How Novels are the Same as Computer Programs
January 26, 2007 • 8:44 am
Be warned: the first couple of lines of this post are covered in horrible sticky crap that looks like pretention. In fact it is not. What appears to be pretention is merely lack of writing skill.
Thank you. This has been a public message on behalf of Mark Kenny.
It occurred to me today that a novelist is a type of sculptor. Instead of working in clay, or bronze, or whatever, they create their sculptures right inside your head. Plot lines, metaphors, dialogue, these are all the long, arduous processes which take the medium, whatever is inside your head at the time, and form them into the sculpture: whatever is inside the author’s head at the time.
A novel is an attempt to communicate an idea, an opinion, an emotion, in a non-mental way. We can explain things using words as best we can. Textbooks are a good example of this: clear, concise words being used in a relatively dry manner to get an idea across as efficiently as possible.
But I think a novel is different because it gives us an example to directly encounter what the author is thinking. We don’t just read about an idea, we temporarily take up residence in a little world designed to reflect that idea, that point of view. It’s one thing to be told that injustice is wrong, it’s another to get to know characters and then watch them suffer under injustice. It brings the message home in a much more experiential way.
So that’s my view of novels. And now for the programming part…
I dabble in web programming and as a consequence my brain is a little more used to seeing things as a computer does. I am more familiar with the way they operate, and this permeates my thinking to a certain extent. For example, when I read Isaiah 55:11, in which God says that his word does not “return to [him] void” I giggle because it’s funny to think that God does not return void.
Geek jokes!
Computers approach things differently from humans, and this is obvious to anyone who has tried to install wireless networking. One of the things that computers do not do is learn. More precisely, they don’t “get used to things”. They approach every task as if it is the first time they have ever done it, pretty much. They may save settings and things like that, but from the computers point of view, it’s the first time they’ve seen those settings.

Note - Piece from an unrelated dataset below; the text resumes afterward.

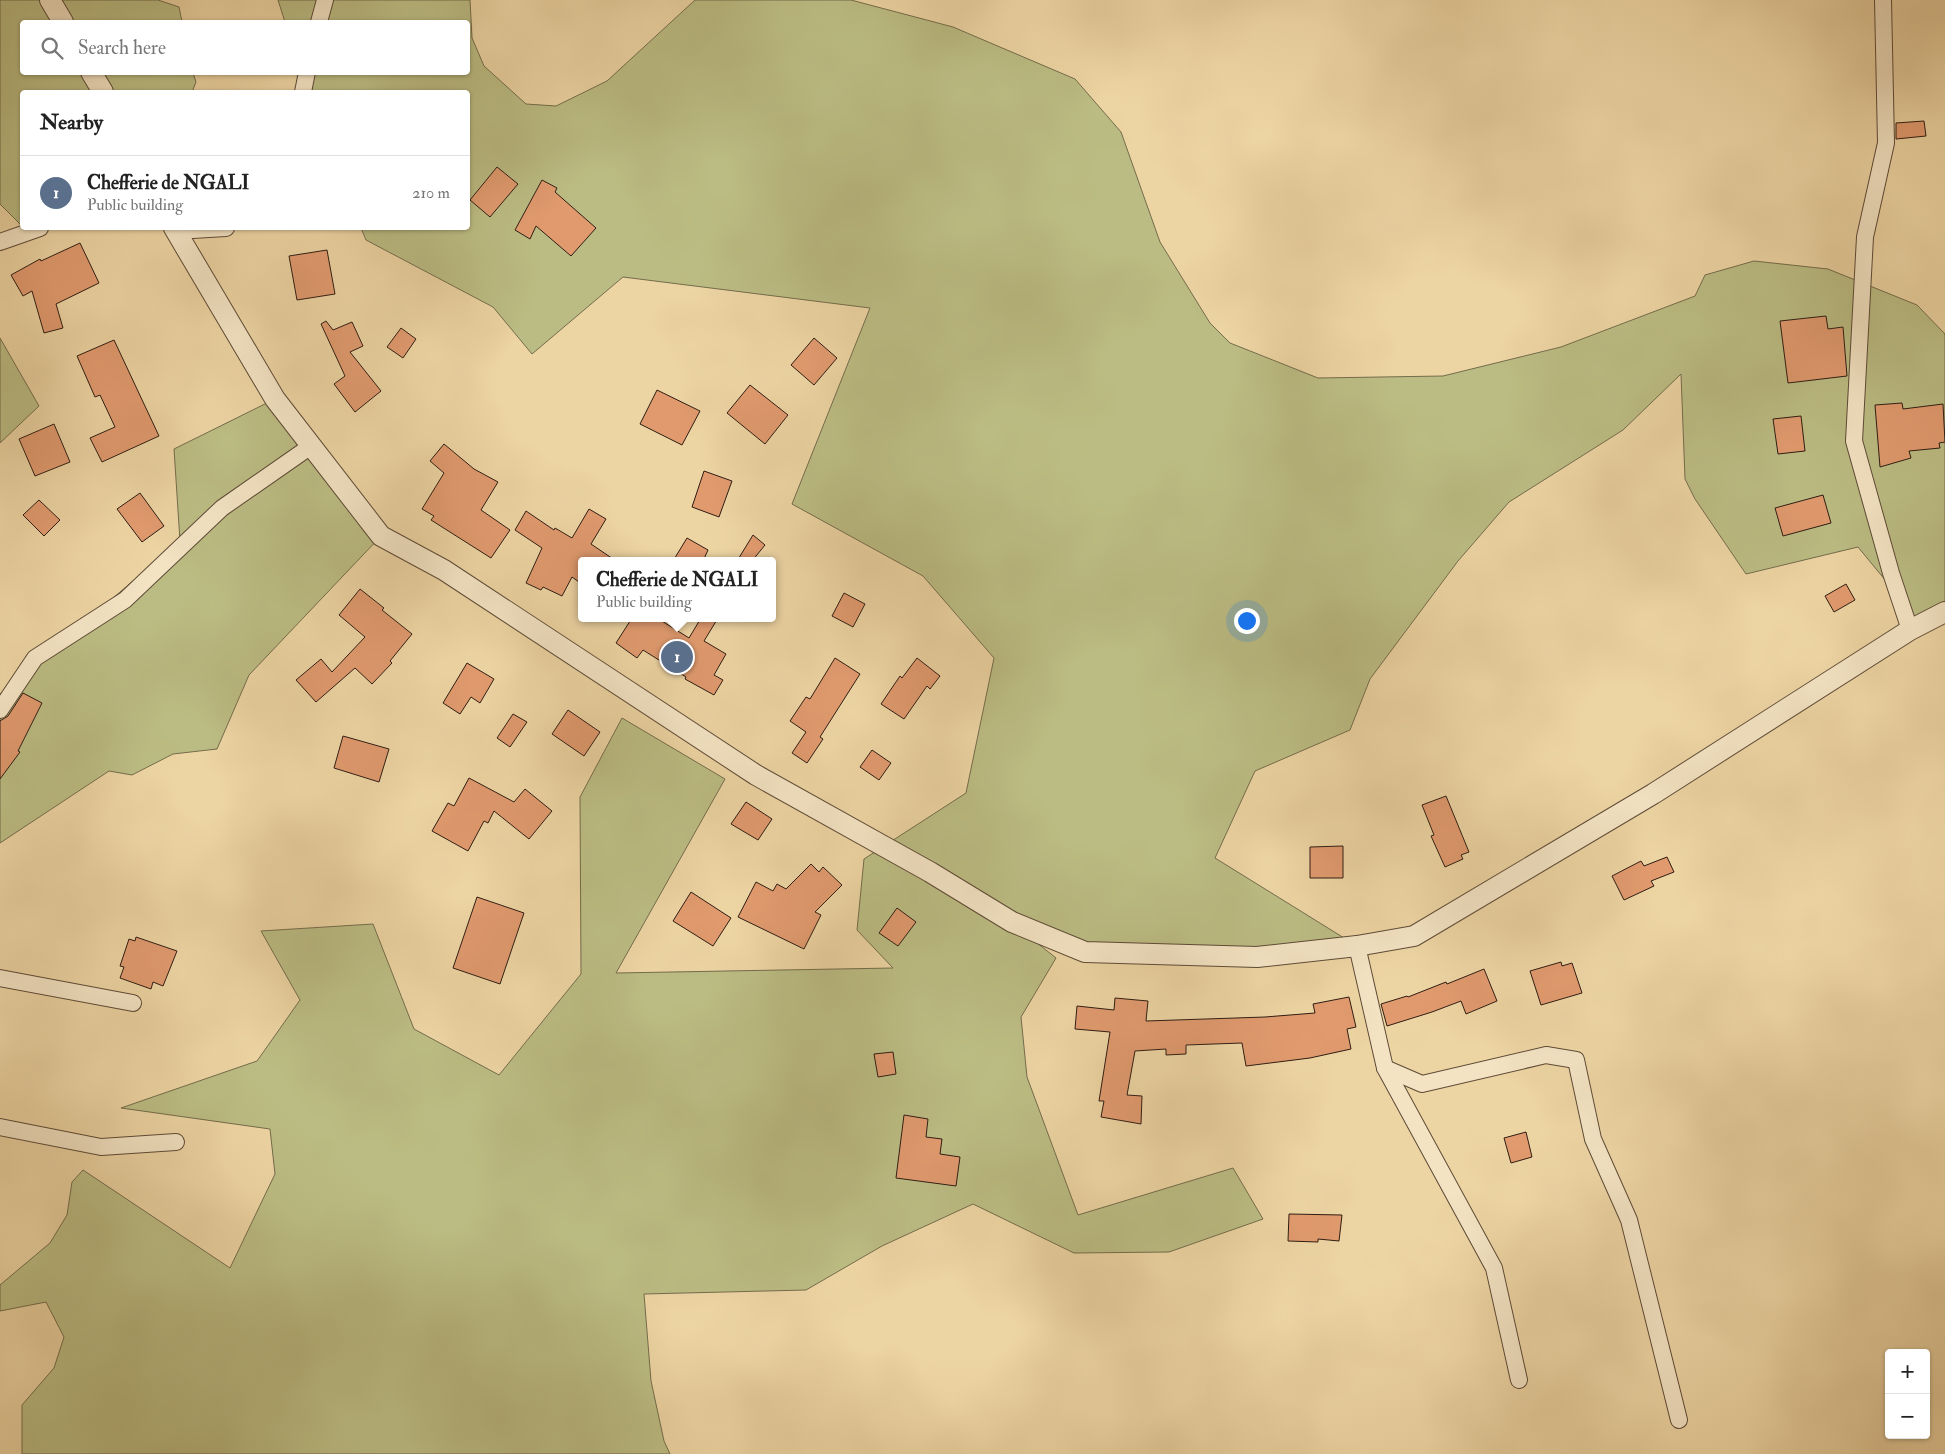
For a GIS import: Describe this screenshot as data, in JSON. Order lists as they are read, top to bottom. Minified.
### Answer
{"page":{"search":"Search here","heading":"Nearby","list":[{"mark":"1","name":"Chefferie de NGALI","note":"Public building","value":"210 m"}],"popup":["Chefferie de NGALI","Public building"],"pins":"1","map_buttons":["+","−"]}}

It’s like having no memory at all. Imagine you were given a list of things to do to accomplish a task. Imagine that you forget each item on the list as soon as you have done it. That’s very similar to how a computer program works. The instructions had better be pretty detailed, and able to deal with unexpected situations. For example, you could say, “At this stage you should be seeing this. If you are not, stop what you are doing, sit down, and cry for help.” That’s called error-detection.
If something unexpected happened and you didn’t check for it, you would carry on as normal until you actually physically couldn’t do it any more. Then you would still carry on trying to do it until a nice person came up and told you to start again. That’s called a crash.
And it’s this difference between humans and computers that makes novels similar to computer programs.
A sculptor has total control over the sculpture. She can choose the material, the tools, the shape, the amount of time she spends on it, etc. The finished piece of work is entirely her creation.
The novelist, however, doesn’t have that luxury. He must simply write the “instructions” for making his “mental sculpture” (i.e., the experience he once had and now wants you to had, or the view he holds that he wants you to be able to see) and hope for the best. His novel might be read by someone who doesn’t get all the references, or who doesn’t find all the jokes funny, or who has no appreciation for the language he is using. He is limited by the reader.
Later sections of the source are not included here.